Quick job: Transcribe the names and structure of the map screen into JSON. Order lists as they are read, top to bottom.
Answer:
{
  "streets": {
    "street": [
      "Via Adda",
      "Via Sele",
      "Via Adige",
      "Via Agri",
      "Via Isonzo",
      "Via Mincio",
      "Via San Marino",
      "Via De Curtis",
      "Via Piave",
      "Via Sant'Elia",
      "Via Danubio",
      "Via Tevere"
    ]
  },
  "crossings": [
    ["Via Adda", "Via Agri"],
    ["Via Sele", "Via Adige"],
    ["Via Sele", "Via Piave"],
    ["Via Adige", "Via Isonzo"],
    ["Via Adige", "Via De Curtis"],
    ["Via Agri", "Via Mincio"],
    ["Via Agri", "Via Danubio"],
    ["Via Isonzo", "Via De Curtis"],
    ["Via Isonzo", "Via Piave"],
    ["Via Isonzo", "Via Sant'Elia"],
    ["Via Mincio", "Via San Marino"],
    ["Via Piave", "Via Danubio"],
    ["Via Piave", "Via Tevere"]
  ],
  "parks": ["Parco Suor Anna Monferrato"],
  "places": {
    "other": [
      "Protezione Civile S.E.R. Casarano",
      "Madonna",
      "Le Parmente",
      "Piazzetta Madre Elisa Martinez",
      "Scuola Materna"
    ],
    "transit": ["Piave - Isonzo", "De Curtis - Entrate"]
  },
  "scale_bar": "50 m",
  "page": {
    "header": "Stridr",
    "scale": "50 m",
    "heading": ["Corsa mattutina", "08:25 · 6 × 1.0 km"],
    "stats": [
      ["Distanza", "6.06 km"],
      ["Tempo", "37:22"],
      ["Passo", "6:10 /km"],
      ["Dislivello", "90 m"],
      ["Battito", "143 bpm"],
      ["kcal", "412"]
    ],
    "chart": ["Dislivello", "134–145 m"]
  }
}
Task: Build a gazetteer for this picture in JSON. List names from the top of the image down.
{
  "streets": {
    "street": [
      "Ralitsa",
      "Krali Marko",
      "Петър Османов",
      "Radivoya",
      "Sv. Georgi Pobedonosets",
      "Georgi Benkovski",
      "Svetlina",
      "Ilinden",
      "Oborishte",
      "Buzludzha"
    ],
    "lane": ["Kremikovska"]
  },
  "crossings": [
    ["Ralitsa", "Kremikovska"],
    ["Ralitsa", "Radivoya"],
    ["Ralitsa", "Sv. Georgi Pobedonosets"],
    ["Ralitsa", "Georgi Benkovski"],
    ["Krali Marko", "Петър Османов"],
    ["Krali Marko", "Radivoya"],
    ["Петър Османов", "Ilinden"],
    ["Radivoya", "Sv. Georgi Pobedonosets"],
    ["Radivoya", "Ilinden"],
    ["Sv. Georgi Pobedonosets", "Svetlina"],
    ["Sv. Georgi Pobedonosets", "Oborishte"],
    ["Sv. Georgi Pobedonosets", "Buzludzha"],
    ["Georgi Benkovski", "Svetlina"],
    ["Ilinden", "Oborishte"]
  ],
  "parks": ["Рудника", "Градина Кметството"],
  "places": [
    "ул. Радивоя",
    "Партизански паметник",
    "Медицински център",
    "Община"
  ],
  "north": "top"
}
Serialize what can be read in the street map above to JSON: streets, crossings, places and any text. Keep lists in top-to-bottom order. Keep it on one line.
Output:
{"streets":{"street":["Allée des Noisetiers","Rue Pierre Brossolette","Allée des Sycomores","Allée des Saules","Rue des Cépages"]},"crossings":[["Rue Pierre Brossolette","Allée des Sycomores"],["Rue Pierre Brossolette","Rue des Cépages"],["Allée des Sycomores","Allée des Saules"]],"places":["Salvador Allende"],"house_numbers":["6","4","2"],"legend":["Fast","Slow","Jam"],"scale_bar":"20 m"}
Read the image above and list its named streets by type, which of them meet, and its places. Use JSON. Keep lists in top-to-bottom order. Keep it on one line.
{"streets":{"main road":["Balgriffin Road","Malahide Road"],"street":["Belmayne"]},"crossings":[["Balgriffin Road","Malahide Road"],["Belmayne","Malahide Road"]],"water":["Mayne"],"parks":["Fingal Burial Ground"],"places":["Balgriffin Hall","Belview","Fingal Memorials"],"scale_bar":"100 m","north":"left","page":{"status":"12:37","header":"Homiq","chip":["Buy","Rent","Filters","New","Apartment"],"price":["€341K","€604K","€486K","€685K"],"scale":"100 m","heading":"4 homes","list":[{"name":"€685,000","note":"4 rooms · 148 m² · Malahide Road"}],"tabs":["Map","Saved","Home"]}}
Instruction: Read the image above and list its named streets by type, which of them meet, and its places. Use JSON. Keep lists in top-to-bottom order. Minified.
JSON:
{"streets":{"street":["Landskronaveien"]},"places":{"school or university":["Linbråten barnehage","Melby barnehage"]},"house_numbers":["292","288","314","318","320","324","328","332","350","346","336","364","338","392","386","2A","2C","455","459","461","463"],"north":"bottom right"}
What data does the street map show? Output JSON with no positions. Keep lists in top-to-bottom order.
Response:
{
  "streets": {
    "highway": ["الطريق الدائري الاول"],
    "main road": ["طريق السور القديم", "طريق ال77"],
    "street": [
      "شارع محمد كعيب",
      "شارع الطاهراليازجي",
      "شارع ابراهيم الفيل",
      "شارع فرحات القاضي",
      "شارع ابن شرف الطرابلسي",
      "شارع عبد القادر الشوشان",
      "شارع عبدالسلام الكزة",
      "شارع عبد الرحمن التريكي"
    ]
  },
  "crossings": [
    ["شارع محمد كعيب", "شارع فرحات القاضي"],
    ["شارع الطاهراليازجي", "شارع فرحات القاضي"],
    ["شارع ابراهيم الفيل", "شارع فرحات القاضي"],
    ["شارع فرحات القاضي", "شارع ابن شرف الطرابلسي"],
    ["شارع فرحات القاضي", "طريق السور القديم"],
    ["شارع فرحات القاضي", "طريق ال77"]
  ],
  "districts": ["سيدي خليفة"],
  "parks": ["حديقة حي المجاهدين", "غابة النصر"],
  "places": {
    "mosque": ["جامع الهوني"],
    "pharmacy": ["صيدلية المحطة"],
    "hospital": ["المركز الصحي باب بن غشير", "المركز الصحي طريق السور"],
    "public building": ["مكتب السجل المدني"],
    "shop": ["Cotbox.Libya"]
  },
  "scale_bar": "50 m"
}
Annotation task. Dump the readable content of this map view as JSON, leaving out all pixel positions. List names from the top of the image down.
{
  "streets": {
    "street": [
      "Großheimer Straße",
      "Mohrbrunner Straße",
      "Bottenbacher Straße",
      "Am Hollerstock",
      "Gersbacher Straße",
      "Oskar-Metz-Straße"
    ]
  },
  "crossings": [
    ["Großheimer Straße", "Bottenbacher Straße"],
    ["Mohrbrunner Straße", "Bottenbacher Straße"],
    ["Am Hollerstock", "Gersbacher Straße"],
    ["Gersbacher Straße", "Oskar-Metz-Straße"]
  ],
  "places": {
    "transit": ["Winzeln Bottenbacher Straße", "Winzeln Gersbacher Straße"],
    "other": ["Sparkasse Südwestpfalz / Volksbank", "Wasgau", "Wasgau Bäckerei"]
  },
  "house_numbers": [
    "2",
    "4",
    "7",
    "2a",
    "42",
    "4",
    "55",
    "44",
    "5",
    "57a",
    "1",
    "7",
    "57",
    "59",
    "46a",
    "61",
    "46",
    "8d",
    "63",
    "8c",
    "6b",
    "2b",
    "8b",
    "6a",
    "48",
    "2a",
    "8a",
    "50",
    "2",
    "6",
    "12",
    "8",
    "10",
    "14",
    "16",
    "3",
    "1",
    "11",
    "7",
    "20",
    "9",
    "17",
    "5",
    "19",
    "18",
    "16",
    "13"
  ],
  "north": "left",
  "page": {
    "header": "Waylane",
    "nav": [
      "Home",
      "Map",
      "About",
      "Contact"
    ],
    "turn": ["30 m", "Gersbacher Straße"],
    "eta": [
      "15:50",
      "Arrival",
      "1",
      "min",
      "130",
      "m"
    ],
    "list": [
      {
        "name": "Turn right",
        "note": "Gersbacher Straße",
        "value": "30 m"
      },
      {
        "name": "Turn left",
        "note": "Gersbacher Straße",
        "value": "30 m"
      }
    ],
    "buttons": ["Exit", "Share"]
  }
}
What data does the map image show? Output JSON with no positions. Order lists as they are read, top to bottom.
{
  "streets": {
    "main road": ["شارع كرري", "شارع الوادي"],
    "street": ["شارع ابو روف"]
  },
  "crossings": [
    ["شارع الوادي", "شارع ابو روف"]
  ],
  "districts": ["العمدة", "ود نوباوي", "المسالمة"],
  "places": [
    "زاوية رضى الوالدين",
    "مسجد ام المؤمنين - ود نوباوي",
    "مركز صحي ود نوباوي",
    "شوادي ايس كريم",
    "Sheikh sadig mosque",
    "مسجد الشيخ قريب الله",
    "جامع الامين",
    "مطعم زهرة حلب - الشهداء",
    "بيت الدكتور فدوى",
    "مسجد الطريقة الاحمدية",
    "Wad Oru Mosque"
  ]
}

WORK ITEM: Look for the word "الوادي" in the data, then return every line that contains it.

TASK RESPONSE:
    "main road": ["شارع كرري", "شارع الوادي"],
    ["شارع الوادي", "شارع ابو روف"]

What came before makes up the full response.